Both couples are saddled with thousands of dollars in medical bills. Lara receives medical insurance and a $195-a-month pension from Dow and $1,085 a month in Social Security disability benefits. Severa Lara supplements the couple's income by working as Wal-Mart cashier for $4.50 an hour.

The Otts have filed for bankruptcy and are behind in their rent. They have no medical insurance.

"We have nothing," Rae Ott said. She is convinced that if her husband had fallen down and broken a bone at work, "there's no question he would have been taken care of" by Shell.

But because Ott alleged that his illness was caused by chemical exposure, his wife said, Shell didn't dare admit responsibility, lest it open itself up to other comp claims and product-liability lawsuits.

AN internal briefing paper on "environmental illness," prepared four years ago by the Chemical Manufacturers Association, makes note of increased media, medical and legal interest in
possible relationships between chemicals and disease and warns of "the threat of lawsuits.

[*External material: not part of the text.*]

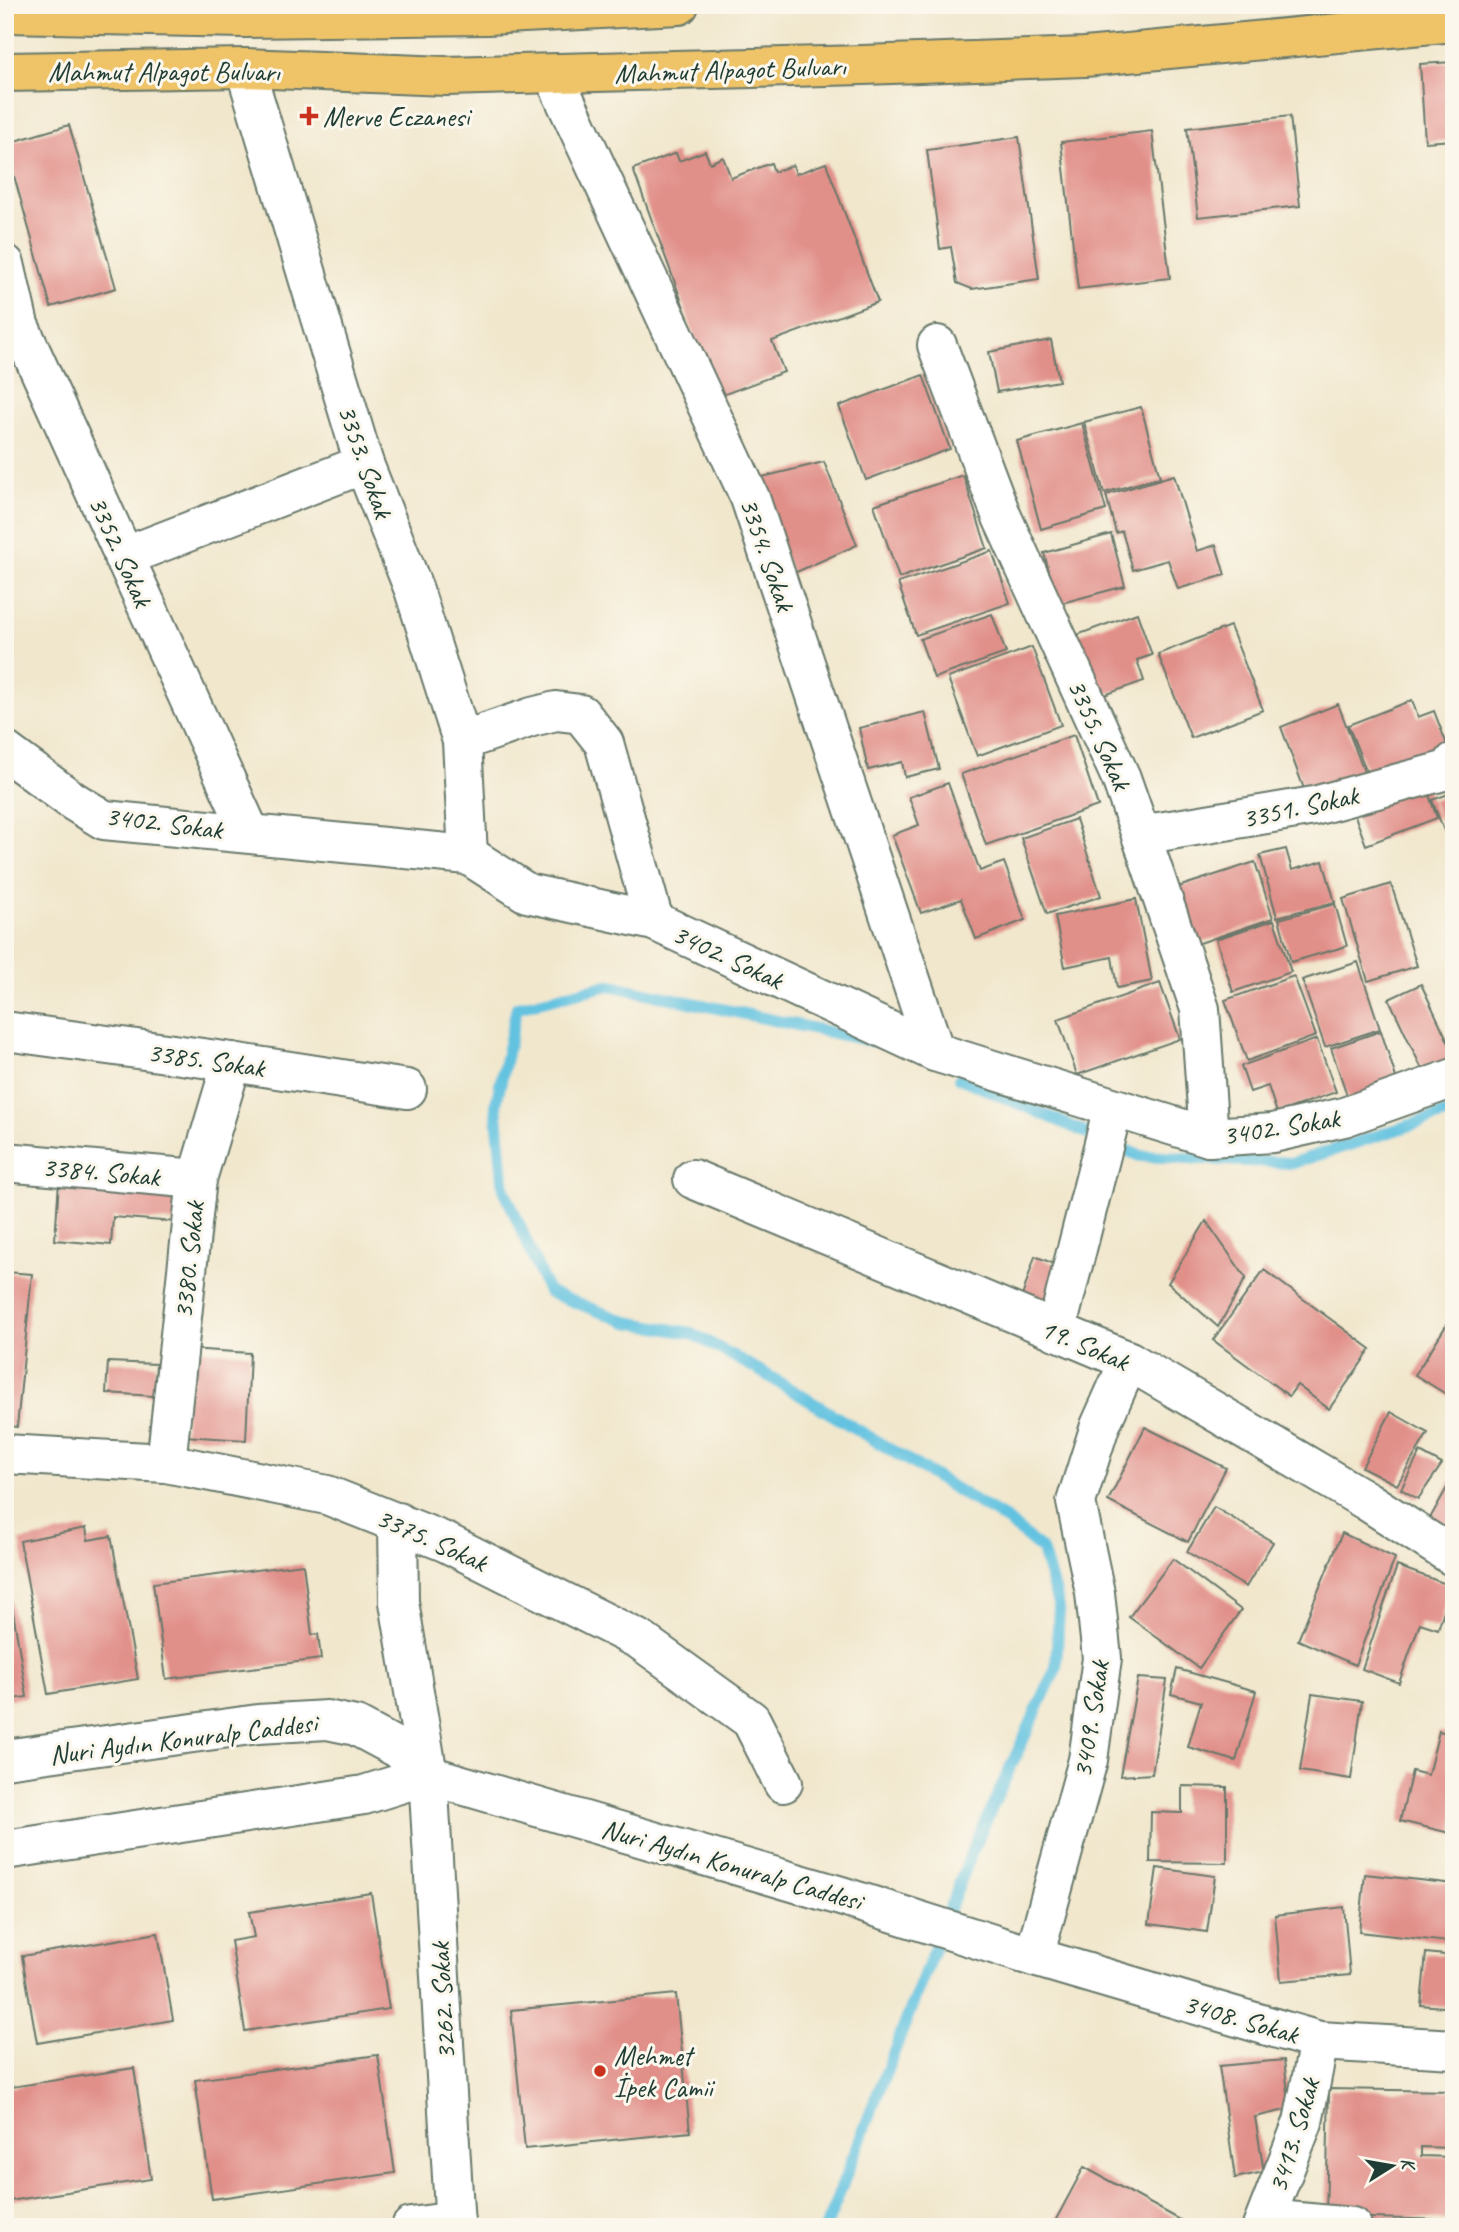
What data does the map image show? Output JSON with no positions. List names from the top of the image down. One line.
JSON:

"Litigants seeking redress for personal injury allegedly resulting from exposure to toxic substances are numerous now," the paper says. "Should environmental illness be recognized by legal or judicial decree, these suits would only multiply. Toxic torts create special problems for the defendant in the best of circumstances."

CMA spokesman Jeff Van said in a prepared statement that "our industry acknowledges there is a potential that employees can be harmed by exposure to substances in the workplace." He added that while "most people don't believe it, ours is a very safe industry."

Warren Levy, a spokesman for Philadelphia-based CIGNA, Shell's insurer, said that cases of alleged chemical illness "are obviously a little bit more complicated than, say, a trauma." However, he said, "if the causal relationship is established" between exposure at work and a disease, "we handle it like a trauma" and pay the claim.

But neurologist Haufrecht said his diagnoses of chemical illnesses are always challenged by industry and its insurers.

"It's a financial problem, and a major one, for the chemical companies," he said. "It's always to the benefit of large companies, which have a great deal of money at stake, to defend themselves at any cost. In this case it would be at the cost of human suffering."